Ob per Videoschalte oder persönlich – es ist gut möglich, dass am morgigen Donnerstag einer der Hauptverantwortlichen des Wirecard-Skandals seinen ersten öffentlichen Auftritt, seit der Insolvenz des einstigen Payment-Wunders hat. Ex-CEO Markus Braun soll vor dem im Oktober eingerichteten Wirecard-Untersuchungsausschuss des Bundestags aussagen. Damit beginnt die politische Aufarbeitung eines der größten Wirtschaftsskandale in der Geschichte der Bundesrepublik so richtig.

Einer der wichtigsten Treiber bei der Aufklärung ist der Grünen-Abgeordnete Danyal Bayaz. Der ehemalige Unternehmensberater sitzt seit 2017 im Bundestag und machte sich in der Finanz- und Startup-Politik einen Namen. Seit dem Sommer kümmert er sich aber vor allem um den Wirecard-Skandal – und seine Verbindungen in die Politik.

Auch wenn noch längst nicht alle Mechanismen der Betrugsmaschine Wirecard aufgearbeitet seien, hat Bayaz schon eine gewisse Vorstellung davon, wie es gelaufen sein muss: Er ist sich zum Beispiel sicher, dass nicht ein kleiner Kreis um Ex-CEO Braun oder gar allein der geflüchtete Ex-COO Jan Marsalek mit seinen Geheimdienstverbindungen verantwortlich gewesen seien: „Ich kann mir nicht vorstellen, dass nur ein kleiner Kreis die Fäden gezogen hat“, sagt Bayaz.

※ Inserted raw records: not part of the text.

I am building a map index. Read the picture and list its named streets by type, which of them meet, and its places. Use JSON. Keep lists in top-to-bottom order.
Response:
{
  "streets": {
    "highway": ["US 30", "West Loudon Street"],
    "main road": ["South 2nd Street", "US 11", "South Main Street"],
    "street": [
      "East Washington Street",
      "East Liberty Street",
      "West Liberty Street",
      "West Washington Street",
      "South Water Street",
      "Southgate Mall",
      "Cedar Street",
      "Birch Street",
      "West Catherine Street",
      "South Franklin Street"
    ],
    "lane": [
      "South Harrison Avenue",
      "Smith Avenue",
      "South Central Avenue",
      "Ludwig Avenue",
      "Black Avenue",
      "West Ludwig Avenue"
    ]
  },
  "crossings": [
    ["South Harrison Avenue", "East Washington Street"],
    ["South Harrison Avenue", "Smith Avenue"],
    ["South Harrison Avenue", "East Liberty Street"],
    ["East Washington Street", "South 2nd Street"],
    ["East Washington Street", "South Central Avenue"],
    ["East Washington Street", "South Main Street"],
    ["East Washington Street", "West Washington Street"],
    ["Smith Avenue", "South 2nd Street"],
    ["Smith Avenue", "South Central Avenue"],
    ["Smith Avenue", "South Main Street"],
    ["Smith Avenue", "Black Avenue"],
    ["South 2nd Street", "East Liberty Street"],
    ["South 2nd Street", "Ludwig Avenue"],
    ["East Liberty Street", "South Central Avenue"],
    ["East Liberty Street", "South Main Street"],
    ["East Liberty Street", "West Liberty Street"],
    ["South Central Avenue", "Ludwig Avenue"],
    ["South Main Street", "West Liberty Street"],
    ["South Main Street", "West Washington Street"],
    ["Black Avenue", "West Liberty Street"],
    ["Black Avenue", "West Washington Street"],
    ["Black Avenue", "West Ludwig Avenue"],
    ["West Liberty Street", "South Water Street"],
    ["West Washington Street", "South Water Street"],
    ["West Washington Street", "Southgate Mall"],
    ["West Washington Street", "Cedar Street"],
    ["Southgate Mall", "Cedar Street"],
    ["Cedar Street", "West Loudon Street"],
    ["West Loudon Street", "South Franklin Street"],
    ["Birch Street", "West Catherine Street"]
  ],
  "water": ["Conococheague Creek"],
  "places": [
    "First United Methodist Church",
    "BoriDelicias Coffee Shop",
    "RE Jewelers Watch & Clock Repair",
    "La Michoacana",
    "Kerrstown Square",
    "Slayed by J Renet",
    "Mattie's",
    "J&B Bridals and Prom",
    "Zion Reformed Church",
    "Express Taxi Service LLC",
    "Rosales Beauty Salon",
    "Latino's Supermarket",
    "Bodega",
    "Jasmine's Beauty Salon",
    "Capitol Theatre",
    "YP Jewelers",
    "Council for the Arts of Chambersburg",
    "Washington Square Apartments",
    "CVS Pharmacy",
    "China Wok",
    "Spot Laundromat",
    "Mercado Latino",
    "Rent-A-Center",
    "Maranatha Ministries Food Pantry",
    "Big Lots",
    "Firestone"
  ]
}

Politik und Behörden seien seiner Ansicht nach nicht nur bei der Aufsichtsarbeit gescheitert – er geht noch weiter: Es stehe „der Verdacht im Raum, dass nicht nur die Kontrollmechanismen versagt haben, sondern dass man sich aus industriepolitischen Gründen vor das Unternehmen gestellt hat, um jeden Verdacht im Keim zu ersticken“.

Insbesondere bei der Finanzaufsicht Bafin sieht Bayaz Reformbedarf – er fordert einen „Kulturwandel“ ein: „Wir brauchen eine stärkere Finanzaufsicht, die kriminalistisch denkt.“ Ein gutes Vorbild sei die gefürchtete US-amerikanische Börsenaufsicht SEC. Möglichen Betrügern solle gleich klar werden: „Leute, versucht es gar nicht, sonst kriegt ihr es mit uns zu tun!“

Mehrfach verweist Bayaz im Podcast auf die FinanceFWD-Folge #45 mit Fahmi Quadir – die US-Shortsellerin bezeichnete Wirecard darin als „Geldwaschmaschine“ – und berichtet, wie sie Anfang 2019 vergeblich bei der Bafin gegen das Leerverkaufsverbot für Wirecard-Aktien protestierte.

Aufgenommen wurde der Podcast übrigens am vergangenen Donnerstag – der Streit um ein persönliches Erscheinen von Markus Braun vor dem Ausschuss wurde erst später öffentlich und daher nicht im Podcast thematisiert.

Im FinanceFWD-Podcast spricht Bayaz über …

… seine Sicht auf das Unternehmen Wirecard und den Betrugsprozess
… sein Verständnis für zornige Anleger
… das Zögern der Grünen, ob es einen Untersuchungsausschuss geben soll
… Auftrag und Chancen des Ausschusses
… Zusammenarbeit und politische Konflikte bei der Aufklärungsarbeit
… Defizite bei der Bafin und Reformvorstöße wie das FISG-Gesetz
… die Frage, was der Wirecard-Skandal über den Finanzstandort Deutschland und die hiesige Fintechszene aussagt

Den FinanceFWD-Podcast gibt es auch bei SpotifyDeezer oder iTunes. Wenn Euch das Format gefällt, freuen wir uns über jede positive Bewertung!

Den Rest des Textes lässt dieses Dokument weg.